Thundercloud Photos, Theory Suggest That Jupiter Is "Wet" After All
PASADENA— The Galileo probe that dropped into Jupiter's atmosphere last December detected a surprisingly small amount of water. But scientists at the California Institute of Technology have new thundercloud photographs and a theory to suggest that the solar system's largest planet may be "wet" after all.
According to Andrew Ingersoll, a professor of planetary science at Caltech, the probe didn't find much water because it dropped into a cloud-free area of the Jovian atmosphere. Because water would likely be manifested in clouds, Ingersoll thinks the probe might have detected the predicted amount of water had it fallen into another region. As it stands, the probe data suggest that water is about 10 times more scarce than most scientists once thought.
"This was the most cloud-free area on the planet," Ingersoll says, "so the probe went into an anomalous region. A low cloud abundance means that there's less of the condensable substances, including water."
At the 28th annual meeting of the Division for Planetary Sciences of the American Astronomical Society, Ingersoll and colleagues are offering photographic evidence and a theory to back up their assertion that water on Jupiter was merely hidden from the probe.

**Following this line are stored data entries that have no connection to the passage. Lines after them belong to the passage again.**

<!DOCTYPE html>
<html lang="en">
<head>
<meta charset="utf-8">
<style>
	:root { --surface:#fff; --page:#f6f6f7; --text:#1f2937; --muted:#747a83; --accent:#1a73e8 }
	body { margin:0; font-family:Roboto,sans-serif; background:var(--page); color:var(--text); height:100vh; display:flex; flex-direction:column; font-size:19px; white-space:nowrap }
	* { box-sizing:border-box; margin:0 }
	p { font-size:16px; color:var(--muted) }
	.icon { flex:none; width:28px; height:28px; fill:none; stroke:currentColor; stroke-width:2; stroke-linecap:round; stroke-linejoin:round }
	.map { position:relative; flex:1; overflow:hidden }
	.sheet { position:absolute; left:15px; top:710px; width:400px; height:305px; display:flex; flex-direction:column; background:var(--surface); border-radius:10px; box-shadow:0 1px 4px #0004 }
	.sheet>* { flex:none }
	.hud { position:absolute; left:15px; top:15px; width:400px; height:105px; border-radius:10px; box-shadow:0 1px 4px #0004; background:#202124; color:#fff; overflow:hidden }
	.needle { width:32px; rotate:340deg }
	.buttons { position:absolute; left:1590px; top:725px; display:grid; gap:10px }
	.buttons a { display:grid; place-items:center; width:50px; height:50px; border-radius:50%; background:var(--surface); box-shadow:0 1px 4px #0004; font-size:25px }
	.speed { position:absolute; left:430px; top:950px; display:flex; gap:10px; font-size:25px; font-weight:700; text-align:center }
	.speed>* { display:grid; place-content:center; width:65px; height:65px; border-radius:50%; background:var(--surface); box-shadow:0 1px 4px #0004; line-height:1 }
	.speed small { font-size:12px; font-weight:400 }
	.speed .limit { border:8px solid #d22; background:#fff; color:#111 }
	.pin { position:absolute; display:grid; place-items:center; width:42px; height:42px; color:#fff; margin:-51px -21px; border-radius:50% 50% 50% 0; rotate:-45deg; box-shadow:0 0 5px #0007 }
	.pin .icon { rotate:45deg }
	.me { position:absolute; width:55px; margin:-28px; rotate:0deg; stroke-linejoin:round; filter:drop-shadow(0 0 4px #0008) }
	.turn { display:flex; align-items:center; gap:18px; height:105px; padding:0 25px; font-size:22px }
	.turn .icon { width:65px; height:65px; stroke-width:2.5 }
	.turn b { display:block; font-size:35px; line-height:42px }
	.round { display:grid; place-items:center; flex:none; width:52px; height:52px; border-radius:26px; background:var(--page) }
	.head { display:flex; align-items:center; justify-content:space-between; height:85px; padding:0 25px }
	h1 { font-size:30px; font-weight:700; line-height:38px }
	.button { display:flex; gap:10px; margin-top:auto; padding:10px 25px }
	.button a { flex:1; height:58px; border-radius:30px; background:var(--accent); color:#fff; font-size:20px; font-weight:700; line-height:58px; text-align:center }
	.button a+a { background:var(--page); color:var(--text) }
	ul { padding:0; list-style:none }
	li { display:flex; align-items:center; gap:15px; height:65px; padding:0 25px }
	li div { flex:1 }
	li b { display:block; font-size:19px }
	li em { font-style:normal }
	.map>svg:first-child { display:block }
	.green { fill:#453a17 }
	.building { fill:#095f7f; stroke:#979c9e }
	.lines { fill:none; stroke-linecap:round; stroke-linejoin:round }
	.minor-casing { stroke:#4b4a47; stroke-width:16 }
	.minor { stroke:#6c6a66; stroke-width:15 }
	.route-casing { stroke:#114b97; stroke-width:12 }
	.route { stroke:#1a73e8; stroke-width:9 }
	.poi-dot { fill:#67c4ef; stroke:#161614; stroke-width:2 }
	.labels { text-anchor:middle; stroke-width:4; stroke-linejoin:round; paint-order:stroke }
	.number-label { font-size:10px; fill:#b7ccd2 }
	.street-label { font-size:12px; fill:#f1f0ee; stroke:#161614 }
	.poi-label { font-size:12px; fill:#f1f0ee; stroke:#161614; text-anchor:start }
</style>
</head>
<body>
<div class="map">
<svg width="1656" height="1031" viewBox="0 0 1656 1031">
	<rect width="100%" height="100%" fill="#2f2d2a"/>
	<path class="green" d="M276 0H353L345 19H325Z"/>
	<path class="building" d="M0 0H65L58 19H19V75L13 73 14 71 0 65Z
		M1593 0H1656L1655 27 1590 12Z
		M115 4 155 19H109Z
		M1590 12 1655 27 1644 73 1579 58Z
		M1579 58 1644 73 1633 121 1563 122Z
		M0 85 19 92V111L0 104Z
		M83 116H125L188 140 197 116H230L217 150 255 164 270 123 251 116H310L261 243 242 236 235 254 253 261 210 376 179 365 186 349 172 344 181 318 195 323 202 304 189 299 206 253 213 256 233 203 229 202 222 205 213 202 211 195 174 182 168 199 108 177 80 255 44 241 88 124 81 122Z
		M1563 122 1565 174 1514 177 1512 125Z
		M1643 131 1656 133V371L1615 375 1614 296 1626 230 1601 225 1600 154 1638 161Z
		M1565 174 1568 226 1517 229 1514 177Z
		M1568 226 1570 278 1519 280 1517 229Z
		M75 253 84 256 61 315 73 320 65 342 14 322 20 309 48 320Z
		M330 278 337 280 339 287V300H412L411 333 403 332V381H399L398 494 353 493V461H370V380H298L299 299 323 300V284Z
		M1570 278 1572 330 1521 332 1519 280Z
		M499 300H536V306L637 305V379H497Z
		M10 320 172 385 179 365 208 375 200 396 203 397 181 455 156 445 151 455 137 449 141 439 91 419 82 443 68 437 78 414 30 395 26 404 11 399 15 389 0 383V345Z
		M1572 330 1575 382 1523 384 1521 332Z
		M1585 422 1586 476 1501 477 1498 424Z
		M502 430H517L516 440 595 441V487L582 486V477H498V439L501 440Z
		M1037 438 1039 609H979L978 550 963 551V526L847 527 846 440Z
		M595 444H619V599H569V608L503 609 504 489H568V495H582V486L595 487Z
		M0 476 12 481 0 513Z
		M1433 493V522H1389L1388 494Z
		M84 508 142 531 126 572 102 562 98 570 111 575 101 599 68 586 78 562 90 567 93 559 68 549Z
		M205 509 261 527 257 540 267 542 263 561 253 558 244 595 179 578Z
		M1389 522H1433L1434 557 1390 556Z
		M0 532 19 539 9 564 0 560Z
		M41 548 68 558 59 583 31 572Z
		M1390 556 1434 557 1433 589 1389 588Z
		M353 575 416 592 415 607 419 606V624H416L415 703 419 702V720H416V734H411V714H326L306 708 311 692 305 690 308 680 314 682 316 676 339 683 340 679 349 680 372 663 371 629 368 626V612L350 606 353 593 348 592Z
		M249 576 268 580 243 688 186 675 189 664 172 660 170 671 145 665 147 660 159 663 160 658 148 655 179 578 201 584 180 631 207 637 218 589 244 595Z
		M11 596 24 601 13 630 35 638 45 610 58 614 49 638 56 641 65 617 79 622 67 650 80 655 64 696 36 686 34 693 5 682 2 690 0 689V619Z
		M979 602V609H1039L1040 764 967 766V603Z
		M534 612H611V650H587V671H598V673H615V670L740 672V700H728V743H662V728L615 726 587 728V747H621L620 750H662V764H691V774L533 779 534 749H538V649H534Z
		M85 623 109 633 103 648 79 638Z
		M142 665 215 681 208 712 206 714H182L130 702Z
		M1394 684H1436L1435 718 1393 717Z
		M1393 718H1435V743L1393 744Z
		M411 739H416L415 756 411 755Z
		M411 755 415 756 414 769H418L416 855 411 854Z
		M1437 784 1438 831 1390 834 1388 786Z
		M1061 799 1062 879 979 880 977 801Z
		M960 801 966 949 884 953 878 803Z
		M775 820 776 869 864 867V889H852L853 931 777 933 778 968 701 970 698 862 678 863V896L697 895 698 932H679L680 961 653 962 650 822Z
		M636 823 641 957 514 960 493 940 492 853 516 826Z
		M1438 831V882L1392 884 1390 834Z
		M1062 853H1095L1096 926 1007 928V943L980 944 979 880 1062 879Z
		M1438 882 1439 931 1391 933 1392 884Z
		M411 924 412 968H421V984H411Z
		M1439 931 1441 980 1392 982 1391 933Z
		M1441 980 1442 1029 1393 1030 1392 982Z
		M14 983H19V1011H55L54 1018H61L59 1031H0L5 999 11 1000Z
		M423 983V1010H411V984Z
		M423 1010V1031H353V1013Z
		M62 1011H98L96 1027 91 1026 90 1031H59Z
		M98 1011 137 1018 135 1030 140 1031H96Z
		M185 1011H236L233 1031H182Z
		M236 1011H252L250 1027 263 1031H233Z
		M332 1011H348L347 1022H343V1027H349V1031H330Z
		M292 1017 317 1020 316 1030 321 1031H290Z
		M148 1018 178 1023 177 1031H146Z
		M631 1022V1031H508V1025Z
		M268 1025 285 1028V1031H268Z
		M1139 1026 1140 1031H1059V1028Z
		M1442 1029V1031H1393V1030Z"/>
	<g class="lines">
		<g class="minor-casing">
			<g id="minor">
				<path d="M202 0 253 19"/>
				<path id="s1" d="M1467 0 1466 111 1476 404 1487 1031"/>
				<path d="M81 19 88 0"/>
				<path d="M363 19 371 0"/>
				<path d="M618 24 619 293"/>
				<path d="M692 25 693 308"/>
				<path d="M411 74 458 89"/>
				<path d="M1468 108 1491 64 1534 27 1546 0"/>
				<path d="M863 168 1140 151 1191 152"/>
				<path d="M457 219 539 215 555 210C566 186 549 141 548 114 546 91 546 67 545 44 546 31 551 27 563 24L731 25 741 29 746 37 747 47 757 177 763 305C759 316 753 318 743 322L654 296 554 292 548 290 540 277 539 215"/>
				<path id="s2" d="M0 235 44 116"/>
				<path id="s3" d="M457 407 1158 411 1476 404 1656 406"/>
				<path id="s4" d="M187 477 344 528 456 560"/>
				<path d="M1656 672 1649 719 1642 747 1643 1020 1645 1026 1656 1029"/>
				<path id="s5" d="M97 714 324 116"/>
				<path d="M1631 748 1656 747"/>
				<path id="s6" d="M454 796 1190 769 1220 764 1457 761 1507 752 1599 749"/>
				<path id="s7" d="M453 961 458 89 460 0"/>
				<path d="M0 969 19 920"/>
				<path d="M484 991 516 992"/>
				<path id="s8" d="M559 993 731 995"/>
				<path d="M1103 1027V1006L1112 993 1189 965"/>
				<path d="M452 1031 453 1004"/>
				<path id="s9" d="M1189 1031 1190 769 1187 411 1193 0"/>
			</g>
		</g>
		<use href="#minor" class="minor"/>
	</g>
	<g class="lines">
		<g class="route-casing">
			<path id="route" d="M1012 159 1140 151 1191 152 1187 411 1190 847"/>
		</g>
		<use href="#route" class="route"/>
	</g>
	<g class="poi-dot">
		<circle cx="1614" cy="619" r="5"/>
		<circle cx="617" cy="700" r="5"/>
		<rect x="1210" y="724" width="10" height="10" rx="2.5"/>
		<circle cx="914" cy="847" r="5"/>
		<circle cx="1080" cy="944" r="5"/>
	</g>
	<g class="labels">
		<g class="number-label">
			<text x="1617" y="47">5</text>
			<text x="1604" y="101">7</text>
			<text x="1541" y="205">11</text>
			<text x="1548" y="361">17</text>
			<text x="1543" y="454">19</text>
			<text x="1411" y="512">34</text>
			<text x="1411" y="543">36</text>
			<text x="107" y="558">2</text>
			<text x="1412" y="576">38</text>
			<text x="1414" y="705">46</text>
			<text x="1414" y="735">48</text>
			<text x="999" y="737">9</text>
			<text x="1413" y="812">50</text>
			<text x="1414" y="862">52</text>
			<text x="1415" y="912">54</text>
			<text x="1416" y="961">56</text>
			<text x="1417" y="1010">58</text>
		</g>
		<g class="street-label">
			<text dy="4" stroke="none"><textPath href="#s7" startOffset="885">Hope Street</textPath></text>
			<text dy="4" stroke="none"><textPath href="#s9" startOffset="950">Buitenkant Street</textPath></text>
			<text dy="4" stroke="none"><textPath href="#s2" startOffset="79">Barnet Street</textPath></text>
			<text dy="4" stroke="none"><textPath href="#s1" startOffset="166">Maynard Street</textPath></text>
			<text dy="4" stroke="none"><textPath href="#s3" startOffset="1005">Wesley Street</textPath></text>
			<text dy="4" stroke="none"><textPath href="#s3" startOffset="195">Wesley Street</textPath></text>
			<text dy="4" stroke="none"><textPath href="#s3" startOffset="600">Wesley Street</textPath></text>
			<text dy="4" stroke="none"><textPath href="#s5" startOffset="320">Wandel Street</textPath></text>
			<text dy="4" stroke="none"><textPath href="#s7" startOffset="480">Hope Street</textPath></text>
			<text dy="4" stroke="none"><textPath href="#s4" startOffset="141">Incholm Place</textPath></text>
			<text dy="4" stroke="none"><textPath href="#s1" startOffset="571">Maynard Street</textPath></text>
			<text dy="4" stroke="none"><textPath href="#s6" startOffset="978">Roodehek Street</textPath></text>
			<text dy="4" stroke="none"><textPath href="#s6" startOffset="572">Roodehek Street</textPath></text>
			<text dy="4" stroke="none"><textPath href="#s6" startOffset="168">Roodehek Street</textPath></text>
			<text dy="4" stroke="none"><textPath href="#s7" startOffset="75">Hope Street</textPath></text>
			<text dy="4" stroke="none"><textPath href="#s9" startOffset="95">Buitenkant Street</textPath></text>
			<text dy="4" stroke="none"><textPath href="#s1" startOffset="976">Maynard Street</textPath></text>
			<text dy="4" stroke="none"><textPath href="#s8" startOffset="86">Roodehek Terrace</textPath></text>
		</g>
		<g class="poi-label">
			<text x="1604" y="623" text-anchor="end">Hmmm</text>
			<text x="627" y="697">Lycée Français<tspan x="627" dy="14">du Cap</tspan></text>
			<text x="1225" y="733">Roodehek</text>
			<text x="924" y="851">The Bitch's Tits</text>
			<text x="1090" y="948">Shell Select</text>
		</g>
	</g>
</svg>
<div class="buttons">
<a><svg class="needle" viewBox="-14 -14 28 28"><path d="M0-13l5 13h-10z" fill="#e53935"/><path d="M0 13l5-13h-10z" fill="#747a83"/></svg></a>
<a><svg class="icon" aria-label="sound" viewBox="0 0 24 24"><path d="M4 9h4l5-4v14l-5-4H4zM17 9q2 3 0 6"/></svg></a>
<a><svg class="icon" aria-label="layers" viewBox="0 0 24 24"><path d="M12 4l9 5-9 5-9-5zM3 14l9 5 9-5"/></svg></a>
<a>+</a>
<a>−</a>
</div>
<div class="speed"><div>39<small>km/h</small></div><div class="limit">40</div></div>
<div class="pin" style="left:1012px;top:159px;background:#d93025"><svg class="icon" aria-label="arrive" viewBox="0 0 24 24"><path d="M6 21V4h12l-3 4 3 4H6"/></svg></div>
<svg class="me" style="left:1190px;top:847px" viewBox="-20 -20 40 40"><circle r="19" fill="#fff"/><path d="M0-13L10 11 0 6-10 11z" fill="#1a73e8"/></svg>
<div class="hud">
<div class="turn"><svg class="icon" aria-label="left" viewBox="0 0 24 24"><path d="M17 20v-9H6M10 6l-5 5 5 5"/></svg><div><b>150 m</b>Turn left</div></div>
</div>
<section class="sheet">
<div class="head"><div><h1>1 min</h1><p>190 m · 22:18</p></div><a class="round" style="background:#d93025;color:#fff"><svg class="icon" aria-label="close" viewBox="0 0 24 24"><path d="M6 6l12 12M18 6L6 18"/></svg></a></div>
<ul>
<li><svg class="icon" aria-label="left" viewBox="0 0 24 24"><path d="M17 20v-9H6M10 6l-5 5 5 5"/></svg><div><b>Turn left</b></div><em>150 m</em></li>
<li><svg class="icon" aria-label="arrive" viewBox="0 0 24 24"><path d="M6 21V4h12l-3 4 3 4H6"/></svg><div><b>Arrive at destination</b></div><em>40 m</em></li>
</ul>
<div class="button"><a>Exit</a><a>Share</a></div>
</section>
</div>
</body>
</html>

The photographic evidence is a series of near-infrared images taken by the Galileo orbiter of the Great Red Spot. The images were released as part of a report just published in Science by the Galileo imaging team under the leadership of Dr. Michael Belton of Kitt Peak National Observatory near Tucson, Arizona.
The infrared images show several dozen thunderclouds to the northeast of the Great Red Spot. These round clouds jut about 20 miles above the cloud cover, and are of similar diameter.
The researchers are not sure yet whether the clouds are made of water. But they do know that they are high and that they evolve rapidly, like terrestrial thunderstorms. Ingersoll and Caltech graduate student Ashwin Vasavada documented how the features changed over a 70-minute interval.
"Water is the most likely cause of these explosive convective events," says Ingersoll. "Other gases present in Jupiter's atmosphere just don't have the energy."
The new theory, which Ingersoll developed jointly with graduate student Adam Showman, argues that the cloudless region the probe dropped into is part of a huge downdraft that extends deep into Jupiter's fluid interior.
Large-scale downdrafts, like those over Earth's deserts, are dry because the moisture falls out in the neighboring updraft regions, Ingersoll explains. "The trick here is to keep the downdraft going to the level where the Galileo probe failed, which is 40 miles below the cloud base. You have to keep the dry descending air from mixing with the moist air from Jupiter's interior.
"That can happen if the descending air is less dense (lighter) than the surroundings, but that violates another rule that says less dense air wants to rise.
"We are saying that the region where the probe went in is a heat engine running backward, like a refrigerator. It takes energy from the convection at neighboring latitudes, and uses it to stuff the less dense air downward. The energy released in the neighboring latitudes is not dissipated, so it has to go somewhere."
Thus, the researchers believe that the Galileo probe could have missed the water, and that Jupiter can still be viewed as a planet of violent thunderstorms, lightning, hurricanes, and rain.
"But if they get a good sample of different places on the planet and still fail to find water," Ingersoll says, "then I'll throw in the towel."